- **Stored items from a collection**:
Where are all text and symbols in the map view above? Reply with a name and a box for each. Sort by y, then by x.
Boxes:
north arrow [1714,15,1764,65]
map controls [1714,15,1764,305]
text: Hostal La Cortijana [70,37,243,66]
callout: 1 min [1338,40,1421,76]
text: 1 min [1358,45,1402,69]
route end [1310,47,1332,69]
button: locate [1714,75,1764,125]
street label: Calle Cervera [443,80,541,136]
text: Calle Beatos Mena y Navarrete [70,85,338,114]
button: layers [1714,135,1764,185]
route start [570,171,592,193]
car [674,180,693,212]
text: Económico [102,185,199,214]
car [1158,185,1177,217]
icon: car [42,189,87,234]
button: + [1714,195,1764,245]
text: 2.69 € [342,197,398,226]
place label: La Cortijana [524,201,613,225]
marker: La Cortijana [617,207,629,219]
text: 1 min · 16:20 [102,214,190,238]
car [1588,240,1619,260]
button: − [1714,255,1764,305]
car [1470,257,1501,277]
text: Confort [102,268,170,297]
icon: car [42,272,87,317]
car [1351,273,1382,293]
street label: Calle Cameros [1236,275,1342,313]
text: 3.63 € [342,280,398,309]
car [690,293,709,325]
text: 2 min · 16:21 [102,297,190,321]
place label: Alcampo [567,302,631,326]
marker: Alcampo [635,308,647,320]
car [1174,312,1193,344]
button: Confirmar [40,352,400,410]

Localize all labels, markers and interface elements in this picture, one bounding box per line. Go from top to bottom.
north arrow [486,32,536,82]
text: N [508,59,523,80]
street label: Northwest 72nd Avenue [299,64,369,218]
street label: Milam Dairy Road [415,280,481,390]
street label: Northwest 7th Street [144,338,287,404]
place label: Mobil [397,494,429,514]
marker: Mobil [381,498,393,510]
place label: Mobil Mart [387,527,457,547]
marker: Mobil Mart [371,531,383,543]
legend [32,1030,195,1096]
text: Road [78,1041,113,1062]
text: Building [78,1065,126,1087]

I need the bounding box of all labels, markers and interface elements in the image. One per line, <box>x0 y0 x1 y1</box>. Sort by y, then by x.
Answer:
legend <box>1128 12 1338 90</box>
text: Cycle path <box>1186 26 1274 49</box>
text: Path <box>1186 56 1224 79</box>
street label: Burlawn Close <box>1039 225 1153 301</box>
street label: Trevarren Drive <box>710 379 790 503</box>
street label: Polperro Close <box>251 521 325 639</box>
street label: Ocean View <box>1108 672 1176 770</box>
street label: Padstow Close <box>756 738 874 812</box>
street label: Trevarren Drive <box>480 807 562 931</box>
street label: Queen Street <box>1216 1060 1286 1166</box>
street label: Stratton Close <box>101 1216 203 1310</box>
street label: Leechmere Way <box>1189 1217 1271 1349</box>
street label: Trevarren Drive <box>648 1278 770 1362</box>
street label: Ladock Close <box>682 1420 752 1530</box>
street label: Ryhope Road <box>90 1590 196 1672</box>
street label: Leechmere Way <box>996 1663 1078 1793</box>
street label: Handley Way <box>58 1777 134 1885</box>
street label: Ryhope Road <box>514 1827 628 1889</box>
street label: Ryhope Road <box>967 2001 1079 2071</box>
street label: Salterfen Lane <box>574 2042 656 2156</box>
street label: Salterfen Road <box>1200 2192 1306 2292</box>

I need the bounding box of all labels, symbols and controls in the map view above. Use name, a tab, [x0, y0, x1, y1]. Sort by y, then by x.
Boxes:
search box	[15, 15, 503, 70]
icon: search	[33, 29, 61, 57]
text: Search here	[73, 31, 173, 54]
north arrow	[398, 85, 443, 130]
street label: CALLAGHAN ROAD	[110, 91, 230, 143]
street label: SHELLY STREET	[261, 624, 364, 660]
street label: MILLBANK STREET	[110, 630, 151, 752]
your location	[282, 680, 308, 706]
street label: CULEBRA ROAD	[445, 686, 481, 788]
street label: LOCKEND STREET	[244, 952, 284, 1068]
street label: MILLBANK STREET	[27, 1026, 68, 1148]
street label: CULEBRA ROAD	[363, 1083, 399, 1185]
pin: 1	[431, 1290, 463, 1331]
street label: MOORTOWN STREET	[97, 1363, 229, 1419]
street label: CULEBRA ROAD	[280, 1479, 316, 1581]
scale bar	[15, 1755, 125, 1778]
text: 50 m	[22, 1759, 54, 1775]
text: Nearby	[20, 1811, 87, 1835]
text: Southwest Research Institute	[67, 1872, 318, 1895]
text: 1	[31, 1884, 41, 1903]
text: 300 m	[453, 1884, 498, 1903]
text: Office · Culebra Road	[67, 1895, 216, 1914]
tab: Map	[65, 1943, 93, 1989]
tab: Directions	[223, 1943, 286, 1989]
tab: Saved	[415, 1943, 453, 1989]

- **Task directions**: Would you please transcribe all of the entries above exactly?

- **Finished task**:
Where are all text and symbols in the map view above? Reply with a name and a box for each. Sort by y, then by x.
Boxes:
north arrow [1714,15,1764,65]
map controls [1714,15,1764,305]
text: Hostal La Cortijana [70,37,243,66]
callout: 1 min [1338,40,1421,76]
text: 1 min [1358,45,1402,69]
route end [1310,47,1332,69]
button: locate [1714,75,1764,125]
street label: Calle Cervera [443,80,541,136]
text: Calle Beatos Mena y Navarrete [70,85,338,114]
button: layers [1714,135,1764,185]
route start [570,171,592,193]
car [674,180,693,212]
text: Económico [102,185,199,214]
car [1158,185,1177,217]
icon: car [42,189,87,234]
button: + [1714,195,1764,245]
text: 2.69 € [342,197,398,226]
place label: La Cortijana [524,201,613,225]
marker: La Cortijana [617,207,629,219]
text: 1 min · 16:20 [102,214,190,238]
car [1588,240,1619,260]
button: − [1714,255,1764,305]
car [1470,257,1501,277]
text: Confort [102,268,170,297]
icon: car [42,272,87,317]
car [1351,273,1382,293]
street label: Calle Cameros [1236,275,1342,313]
text: 3.63 € [342,280,398,309]
car [690,293,709,325]
text: 2 min · 16:21 [102,297,190,321]
place label: Alcampo [567,302,631,326]
marker: Alcampo [635,308,647,320]
car [1174,312,1193,344]
button: Confirmar [40,352,400,410]

Localize all labels, markers and interface elements in this picture, one bounding box per line. Go from top to bottom.
north arrow [486,32,536,82]
text: N [508,59,523,80]
street label: Northwest 72nd Avenue [299,64,369,218]
street label: Milam Dairy Road [415,280,481,390]
street label: Northwest 7th Street [144,338,287,404]
place label: Mobil [397,494,429,514]
marker: Mobil [381,498,393,510]
place label: Mobil Mart [387,527,457,547]
marker: Mobil Mart [371,531,383,543]
legend [32,1030,195,1096]
text: Road [78,1041,113,1062]
text: Building [78,1065,126,1087]

I need the bounding box of all labels, markers and interface elements in the image. One per line, <box>x0 y0 x1 y1</box>. Sort by y, then by x.
Answer:
legend <box>1128 12 1338 90</box>
text: Cycle path <box>1186 26 1274 49</box>
text: Path <box>1186 56 1224 79</box>
street label: Burlawn Close <box>1039 225 1153 301</box>
street label: Trevarren Drive <box>710 379 790 503</box>
street label: Polperro Close <box>251 521 325 639</box>
street label: Ocean View <box>1108 672 1176 770</box>
street label: Padstow Close <box>756 738 874 812</box>
street label: Trevarren Drive <box>480 807 562 931</box>
street label: Queen Street <box>1216 1060 1286 1166</box>
street label: Stratton Close <box>101 1216 203 1310</box>
street label: Leechmere Way <box>1189 1217 1271 1349</box>
street label: Trevarren Drive <box>648 1278 770 1362</box>
street label: Ladock Close <box>682 1420 752 1530</box>
street label: Ryhope Road <box>90 1590 196 1672</box>
street label: Leechmere Way <box>996 1663 1078 1793</box>
street label: Handley Way <box>58 1777 134 1885</box>
street label: Ryhope Road <box>514 1827 628 1889</box>
street label: Ryhope Road <box>967 2001 1079 2071</box>
street label: Salterfen Lane <box>574 2042 656 2156</box>
street label: Salterfen Road <box>1200 2192 1306 2292</box>

I need the bounding box of all labels, symbols and controls in the map view above. Use name, a tab, [x0, y0, x1, y1]. Sort by y, then by x.
Boxes:
search box	[15, 15, 503, 70]
icon: search	[33, 29, 61, 57]
text: Search here	[73, 31, 173, 54]
north arrow	[398, 85, 443, 130]
street label: CALLAGHAN ROAD	[110, 91, 230, 143]
street label: SHELLY STREET	[261, 624, 364, 660]
street label: MILLBANK STREET	[110, 630, 151, 752]
your location	[282, 680, 308, 706]
street label: CULEBRA ROAD	[445, 686, 481, 788]
street label: LOCKEND STREET	[244, 952, 284, 1068]
street label: MILLBANK STREET	[27, 1026, 68, 1148]
street label: CULEBRA ROAD	[363, 1083, 399, 1185]
pin: 1	[431, 1290, 463, 1331]
street label: MOORTOWN STREET	[97, 1363, 229, 1419]
street label: CULEBRA ROAD	[280, 1479, 316, 1581]
scale bar	[15, 1755, 125, 1778]
text: 50 m	[22, 1759, 54, 1775]
text: Nearby	[20, 1811, 87, 1835]
text: Southwest Research Institute	[67, 1872, 318, 1895]
text: 1	[31, 1884, 41, 1903]
text: 300 m	[453, 1884, 498, 1903]
text: Office · Culebra Road	[67, 1895, 216, 1914]
tab: Map	[65, 1943, 93, 1989]
tab: Directions	[223, 1943, 286, 1989]
tab: Saved	[415, 1943, 453, 1989]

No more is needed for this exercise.